▶ _Dataset records_
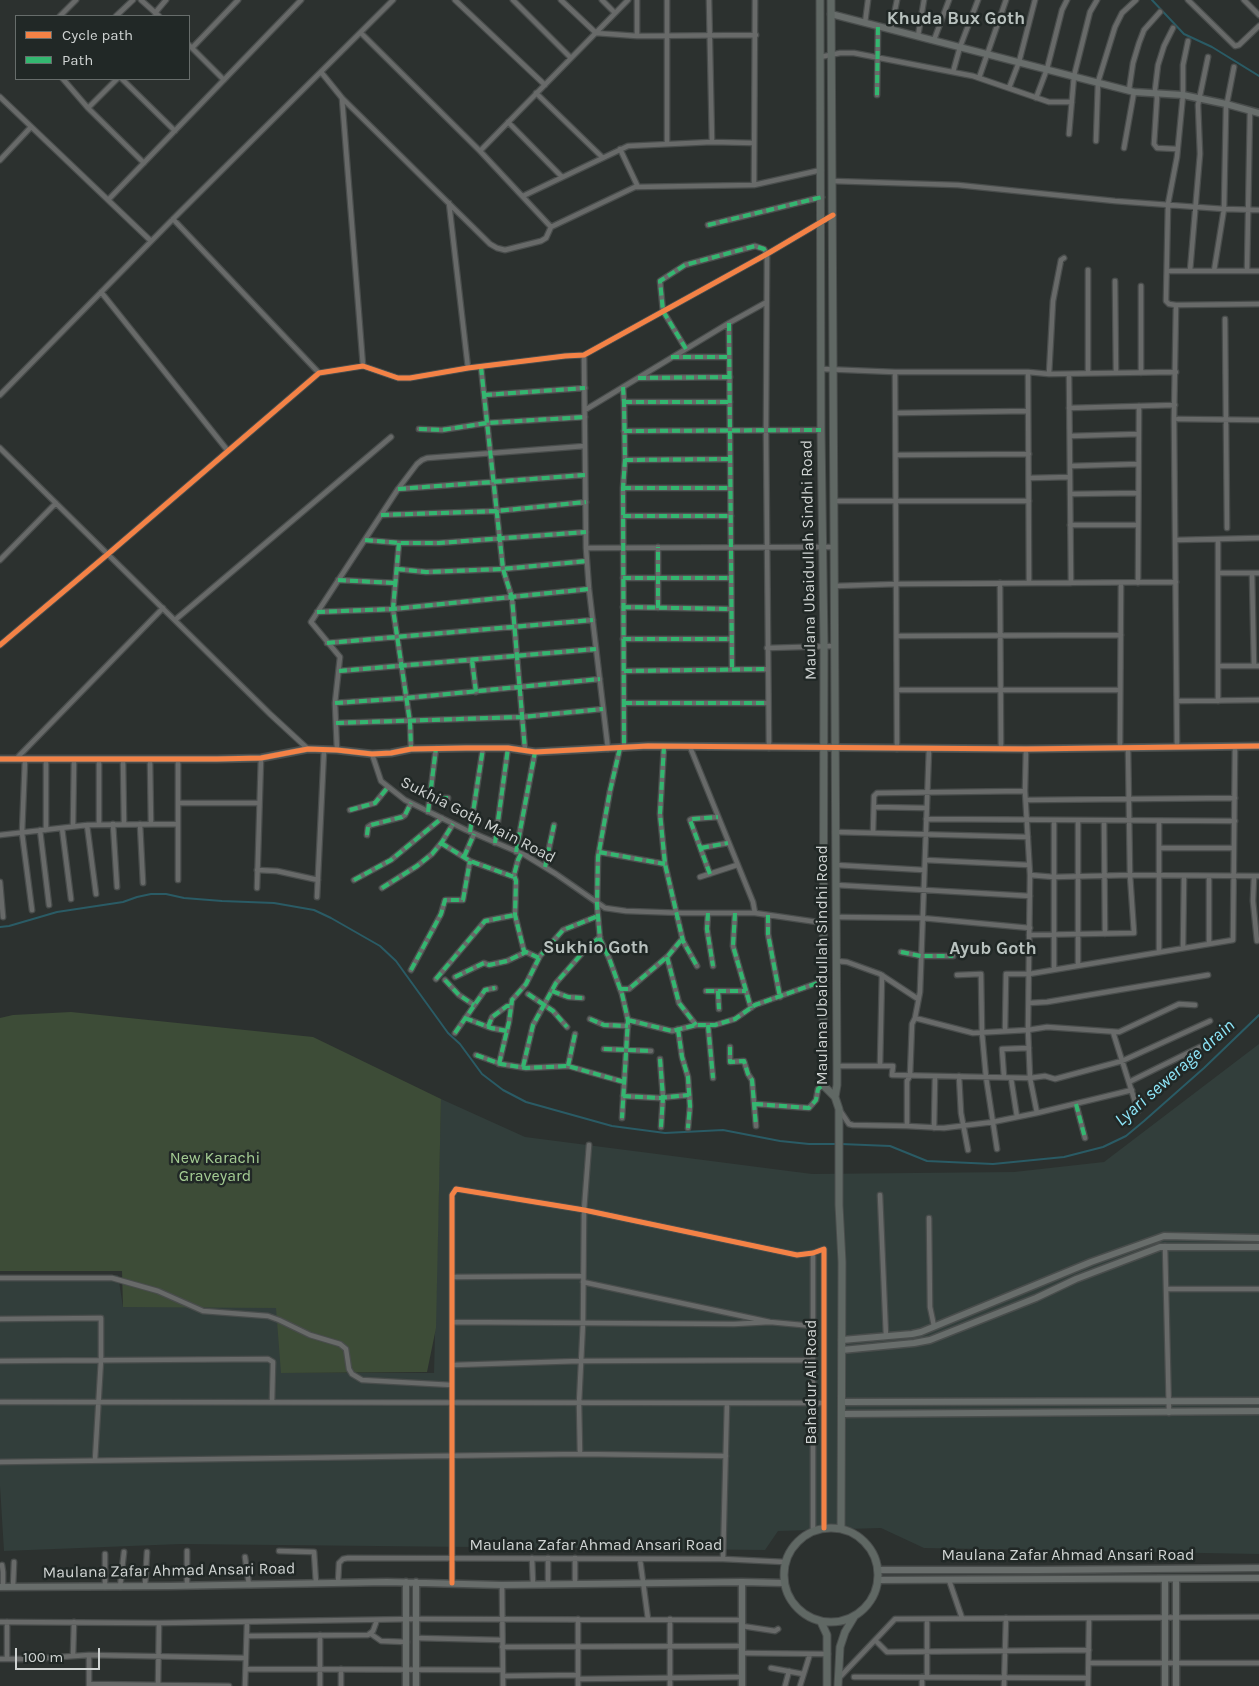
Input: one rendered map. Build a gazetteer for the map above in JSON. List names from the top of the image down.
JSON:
{
  "streets": {
    "main road": ["Maulana Ubaidullah Sindhi Road"],
    "street": ["Sukhia Goth Main Road", "Bahadur Ali Road", "Maulana Zafar Ahmad Ansari Road"]
  },
  "crossings": [
    ["Maulana Ubaidullah Sindhi Road", "Sukhia Goth Main Road"],
    ["Bahadur Ali Road", "Maulana Zafar Ahmad Ansari Road"]
  ],
  "districts": ["Khuda Bux Goth", "Sukhio Goth", "Ayub Goth"],
  "water": ["Lyari sewerage drain"],
  "parks": ["New Karachi Graveyard"],
  "legend": ["Cycle path", "Path"],
  "scale_bar": "100 m"
}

▶ _Work order_
A verbatim copy of every record is required, with all pictures excluded.

▶ _Solution to this exercise_
Input: one rendered map. Build a gazetteer for the map above in JSON. List names from the top of the image down.
JSON:
{
  "streets": {
    "main road": ["Maulana Ubaidullah Sindhi Road"],
    "street": ["Sukhia Goth Main Road", "Bahadur Ali Road", "Maulana Zafar Ahmad Ansari Road"]
  },
  "crossings": [
    ["Maulana Ubaidullah Sindhi Road", "Sukhia Goth Main Road"],
    ["Bahadur Ali Road", "Maulana Zafar Ahmad Ansari Road"]
  ],
  "districts": ["Khuda Bux Goth", "Sukhio Goth", "Ayub Goth"],
  "water": ["Lyari sewerage drain"],
  "parks": ["New Karachi Graveyard"],
  "legend": ["Cycle path", "Path"],
  "scale_bar": "100 m"
}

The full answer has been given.